TO DO: The answer must be every line below that contains the string "canvas".

DATA SUPPLIED:
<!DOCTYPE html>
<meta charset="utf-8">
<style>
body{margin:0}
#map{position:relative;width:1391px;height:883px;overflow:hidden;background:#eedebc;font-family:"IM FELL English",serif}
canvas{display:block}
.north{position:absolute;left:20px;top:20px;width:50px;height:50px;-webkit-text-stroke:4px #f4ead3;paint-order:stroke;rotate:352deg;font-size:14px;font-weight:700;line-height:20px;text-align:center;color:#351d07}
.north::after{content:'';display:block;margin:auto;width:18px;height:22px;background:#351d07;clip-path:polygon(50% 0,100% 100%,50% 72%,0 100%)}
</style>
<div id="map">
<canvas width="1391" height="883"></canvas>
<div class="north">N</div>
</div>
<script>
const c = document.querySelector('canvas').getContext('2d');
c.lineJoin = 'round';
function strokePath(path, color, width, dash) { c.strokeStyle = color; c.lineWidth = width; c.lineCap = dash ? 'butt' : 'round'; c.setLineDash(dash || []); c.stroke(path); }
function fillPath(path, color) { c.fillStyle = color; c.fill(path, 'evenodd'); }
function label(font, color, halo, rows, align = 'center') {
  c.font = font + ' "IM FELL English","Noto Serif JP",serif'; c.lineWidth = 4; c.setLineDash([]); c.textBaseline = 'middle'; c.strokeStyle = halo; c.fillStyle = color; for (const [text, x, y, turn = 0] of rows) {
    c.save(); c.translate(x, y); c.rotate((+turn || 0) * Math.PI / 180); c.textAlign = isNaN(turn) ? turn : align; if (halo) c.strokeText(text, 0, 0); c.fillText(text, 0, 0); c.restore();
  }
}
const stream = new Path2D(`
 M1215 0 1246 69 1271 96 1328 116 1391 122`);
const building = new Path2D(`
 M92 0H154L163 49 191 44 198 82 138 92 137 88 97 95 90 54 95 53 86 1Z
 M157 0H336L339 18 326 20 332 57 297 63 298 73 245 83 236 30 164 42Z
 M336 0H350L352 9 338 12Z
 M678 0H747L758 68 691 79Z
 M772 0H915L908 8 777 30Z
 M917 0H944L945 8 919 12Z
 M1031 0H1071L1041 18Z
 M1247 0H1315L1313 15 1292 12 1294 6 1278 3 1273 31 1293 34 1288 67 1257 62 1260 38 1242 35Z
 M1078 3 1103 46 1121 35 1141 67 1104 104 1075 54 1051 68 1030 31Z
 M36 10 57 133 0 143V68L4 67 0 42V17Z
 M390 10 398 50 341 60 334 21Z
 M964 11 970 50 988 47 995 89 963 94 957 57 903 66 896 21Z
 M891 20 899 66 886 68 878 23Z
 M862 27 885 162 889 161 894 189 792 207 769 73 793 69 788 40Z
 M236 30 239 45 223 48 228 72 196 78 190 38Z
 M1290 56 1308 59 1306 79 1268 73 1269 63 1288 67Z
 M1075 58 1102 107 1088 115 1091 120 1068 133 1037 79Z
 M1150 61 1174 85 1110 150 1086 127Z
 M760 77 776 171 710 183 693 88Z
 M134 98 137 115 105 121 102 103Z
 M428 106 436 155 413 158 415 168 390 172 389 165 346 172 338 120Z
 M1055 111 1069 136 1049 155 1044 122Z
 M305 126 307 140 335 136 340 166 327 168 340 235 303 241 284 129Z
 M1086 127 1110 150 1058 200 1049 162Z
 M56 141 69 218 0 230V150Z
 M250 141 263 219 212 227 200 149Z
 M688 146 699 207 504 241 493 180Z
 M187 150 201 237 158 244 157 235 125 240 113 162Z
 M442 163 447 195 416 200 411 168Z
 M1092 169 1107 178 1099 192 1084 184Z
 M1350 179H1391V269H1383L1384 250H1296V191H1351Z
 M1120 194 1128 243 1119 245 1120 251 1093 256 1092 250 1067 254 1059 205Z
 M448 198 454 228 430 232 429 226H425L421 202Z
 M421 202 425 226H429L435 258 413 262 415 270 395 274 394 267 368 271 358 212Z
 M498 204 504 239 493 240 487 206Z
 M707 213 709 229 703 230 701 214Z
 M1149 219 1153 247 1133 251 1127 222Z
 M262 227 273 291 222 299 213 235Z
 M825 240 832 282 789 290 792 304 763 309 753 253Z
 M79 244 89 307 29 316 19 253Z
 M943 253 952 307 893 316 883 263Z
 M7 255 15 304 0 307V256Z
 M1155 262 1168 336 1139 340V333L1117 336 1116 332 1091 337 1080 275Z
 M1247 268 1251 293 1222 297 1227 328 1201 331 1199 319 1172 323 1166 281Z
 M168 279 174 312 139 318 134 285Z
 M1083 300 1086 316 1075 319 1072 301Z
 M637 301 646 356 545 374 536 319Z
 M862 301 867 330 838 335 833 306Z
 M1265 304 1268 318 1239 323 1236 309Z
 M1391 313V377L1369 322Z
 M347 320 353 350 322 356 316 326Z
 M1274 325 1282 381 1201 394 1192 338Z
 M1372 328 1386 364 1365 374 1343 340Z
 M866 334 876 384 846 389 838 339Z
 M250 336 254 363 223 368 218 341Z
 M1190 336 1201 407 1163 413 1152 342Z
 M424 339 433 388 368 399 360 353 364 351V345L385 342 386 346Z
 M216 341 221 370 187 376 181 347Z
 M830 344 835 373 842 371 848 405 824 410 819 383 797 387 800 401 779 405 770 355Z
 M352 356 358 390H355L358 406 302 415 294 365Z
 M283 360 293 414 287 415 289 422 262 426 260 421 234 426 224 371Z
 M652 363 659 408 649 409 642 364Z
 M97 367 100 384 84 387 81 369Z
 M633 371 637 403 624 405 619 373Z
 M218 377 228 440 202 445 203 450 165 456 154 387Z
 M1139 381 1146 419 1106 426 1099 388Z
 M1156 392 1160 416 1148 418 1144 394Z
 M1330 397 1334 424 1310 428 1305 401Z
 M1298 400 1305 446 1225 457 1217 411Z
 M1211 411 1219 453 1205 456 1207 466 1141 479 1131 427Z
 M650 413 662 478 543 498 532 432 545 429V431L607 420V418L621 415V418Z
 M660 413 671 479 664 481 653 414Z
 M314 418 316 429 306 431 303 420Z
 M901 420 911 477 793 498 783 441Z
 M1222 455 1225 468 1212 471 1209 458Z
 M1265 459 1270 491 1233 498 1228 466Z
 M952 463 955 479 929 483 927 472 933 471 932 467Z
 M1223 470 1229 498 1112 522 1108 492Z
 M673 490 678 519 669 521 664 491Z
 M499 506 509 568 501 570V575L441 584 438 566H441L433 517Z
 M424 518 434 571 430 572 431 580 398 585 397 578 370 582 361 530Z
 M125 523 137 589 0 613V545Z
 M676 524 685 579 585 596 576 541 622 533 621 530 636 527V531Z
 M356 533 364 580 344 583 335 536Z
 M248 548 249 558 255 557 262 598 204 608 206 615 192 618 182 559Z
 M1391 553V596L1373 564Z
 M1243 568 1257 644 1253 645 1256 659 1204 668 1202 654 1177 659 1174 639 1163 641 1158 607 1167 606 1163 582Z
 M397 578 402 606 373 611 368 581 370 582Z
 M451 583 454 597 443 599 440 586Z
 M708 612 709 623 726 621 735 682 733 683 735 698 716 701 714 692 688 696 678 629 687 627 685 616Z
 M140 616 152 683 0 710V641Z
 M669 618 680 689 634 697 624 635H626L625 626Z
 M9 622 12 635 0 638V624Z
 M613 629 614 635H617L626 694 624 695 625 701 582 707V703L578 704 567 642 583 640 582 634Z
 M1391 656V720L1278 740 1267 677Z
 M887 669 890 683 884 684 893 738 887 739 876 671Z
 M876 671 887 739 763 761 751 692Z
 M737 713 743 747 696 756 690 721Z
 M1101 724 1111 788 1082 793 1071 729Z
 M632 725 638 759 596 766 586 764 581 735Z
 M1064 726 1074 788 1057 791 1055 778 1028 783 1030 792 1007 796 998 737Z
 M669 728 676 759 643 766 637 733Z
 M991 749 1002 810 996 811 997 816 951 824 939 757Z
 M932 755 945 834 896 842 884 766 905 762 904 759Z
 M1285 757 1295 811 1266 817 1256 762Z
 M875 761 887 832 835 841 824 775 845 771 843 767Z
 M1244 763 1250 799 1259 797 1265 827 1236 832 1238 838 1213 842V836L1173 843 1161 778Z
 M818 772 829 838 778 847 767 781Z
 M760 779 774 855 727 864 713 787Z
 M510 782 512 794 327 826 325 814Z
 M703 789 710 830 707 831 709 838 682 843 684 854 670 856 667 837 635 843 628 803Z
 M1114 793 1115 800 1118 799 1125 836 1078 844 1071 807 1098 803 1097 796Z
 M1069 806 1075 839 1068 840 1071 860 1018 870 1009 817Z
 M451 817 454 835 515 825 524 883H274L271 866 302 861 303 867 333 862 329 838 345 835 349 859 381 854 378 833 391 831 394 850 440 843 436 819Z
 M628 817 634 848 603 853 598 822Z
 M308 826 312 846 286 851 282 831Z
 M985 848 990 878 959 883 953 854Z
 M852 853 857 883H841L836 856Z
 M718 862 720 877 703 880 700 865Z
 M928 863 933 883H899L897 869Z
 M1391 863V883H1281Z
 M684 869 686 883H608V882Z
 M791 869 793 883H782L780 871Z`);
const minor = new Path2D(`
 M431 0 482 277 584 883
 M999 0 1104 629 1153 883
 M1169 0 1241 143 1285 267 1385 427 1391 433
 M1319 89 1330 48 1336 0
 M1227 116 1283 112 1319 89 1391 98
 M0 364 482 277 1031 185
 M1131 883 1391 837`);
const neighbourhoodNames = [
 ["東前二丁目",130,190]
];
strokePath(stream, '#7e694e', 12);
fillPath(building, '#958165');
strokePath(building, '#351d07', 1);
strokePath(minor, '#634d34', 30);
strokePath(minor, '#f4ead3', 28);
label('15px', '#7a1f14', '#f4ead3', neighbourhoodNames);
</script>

RESULT OF THE EXERCISE:
canvas{display:block}
<canvas width="1391" height="883"></canvas>
const c = document.querySelector('canvas').getContext('2d');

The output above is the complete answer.